Warum gerade das Vaterunser für viele Menschen so eine Bedeutung hat, das lässt sich relativ leicht erklären.
Schließlich berichtet Matthäus, dass es von Jesus selbst stammen soll. Mit Nachdruck betont das Matthäusevangelium immer wieder, dass es nur einen einzigen Vater gibt, der zu Recht mit diesem Namen genannt werden kann und der als „der in den Himmeln” – den Vätern auf Erden gegenüber steht. Vor allem dem Kaiser in Rom, der sich Vater des Vaterlandes genannt hat und als Gott verehrt werden wollte. Es geht deshalb auf keinen Fall darum, ein einseitig männliches Gottesbild zu zementieren, wie es später leider geschehen ist.
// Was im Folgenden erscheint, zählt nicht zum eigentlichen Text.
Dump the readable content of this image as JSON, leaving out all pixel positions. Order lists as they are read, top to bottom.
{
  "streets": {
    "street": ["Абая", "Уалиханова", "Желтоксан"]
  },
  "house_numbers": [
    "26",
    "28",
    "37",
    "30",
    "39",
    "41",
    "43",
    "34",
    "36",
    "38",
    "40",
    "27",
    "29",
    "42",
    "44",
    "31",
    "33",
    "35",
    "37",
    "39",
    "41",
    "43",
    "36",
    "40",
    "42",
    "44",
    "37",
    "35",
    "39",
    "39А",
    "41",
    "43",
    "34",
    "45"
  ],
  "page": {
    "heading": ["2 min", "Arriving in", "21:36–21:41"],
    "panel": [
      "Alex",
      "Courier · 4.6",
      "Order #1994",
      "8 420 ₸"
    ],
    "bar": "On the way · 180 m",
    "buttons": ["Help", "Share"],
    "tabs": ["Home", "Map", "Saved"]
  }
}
Es handelt sich bei Matthäus vielmehr um einen Akt des Widerstandes gegenüber den Herrschaftsansprüchen der irdischen römischen „Väter”. Es heißt aber auch: So vertrauensvoll wie Kinder mit ihren Eltern sprechen, so dürfen wir mit Gott reden. Alles, was uns bewegt und bedrückt, alles, was für unseren Alltag wichtig ist, können wir vor Gott bringen. Wie gut, dass wir darauf vertrauen können, dass nicht alles in unserer Hand liegt. Das sagt uns das Vaterunser auch. Vieles ist Gottes Sache, heißt es da: das Gottesreich, die Gotteskraft und die Herrlichkeit.
Und davon kann uns Gott ein bisschen schenken. Uns eine Ahnung von Gottes Reich geben und uns sogar ein Stückchen von Gottes Heiligkeit spüren lassen.
Manchmal, wenn ich bete, dann überkommt mich so eine Ahnung. Darum finde ich beten wirklich wichtig und notwendig. Unabhängig davon, ob wir mit eigenen Worten beten oder einen Stoßseufzer zum Himmel schicken oder eben das Vaterunser sprechen. Das hängt von den Umständen ab.
Aber es funktioniert. Nicht immer so, wie wir wollen. Es geschieht eben nicht unser Wille. Aber das ist ja manchmal vielleicht auch ganz gut so.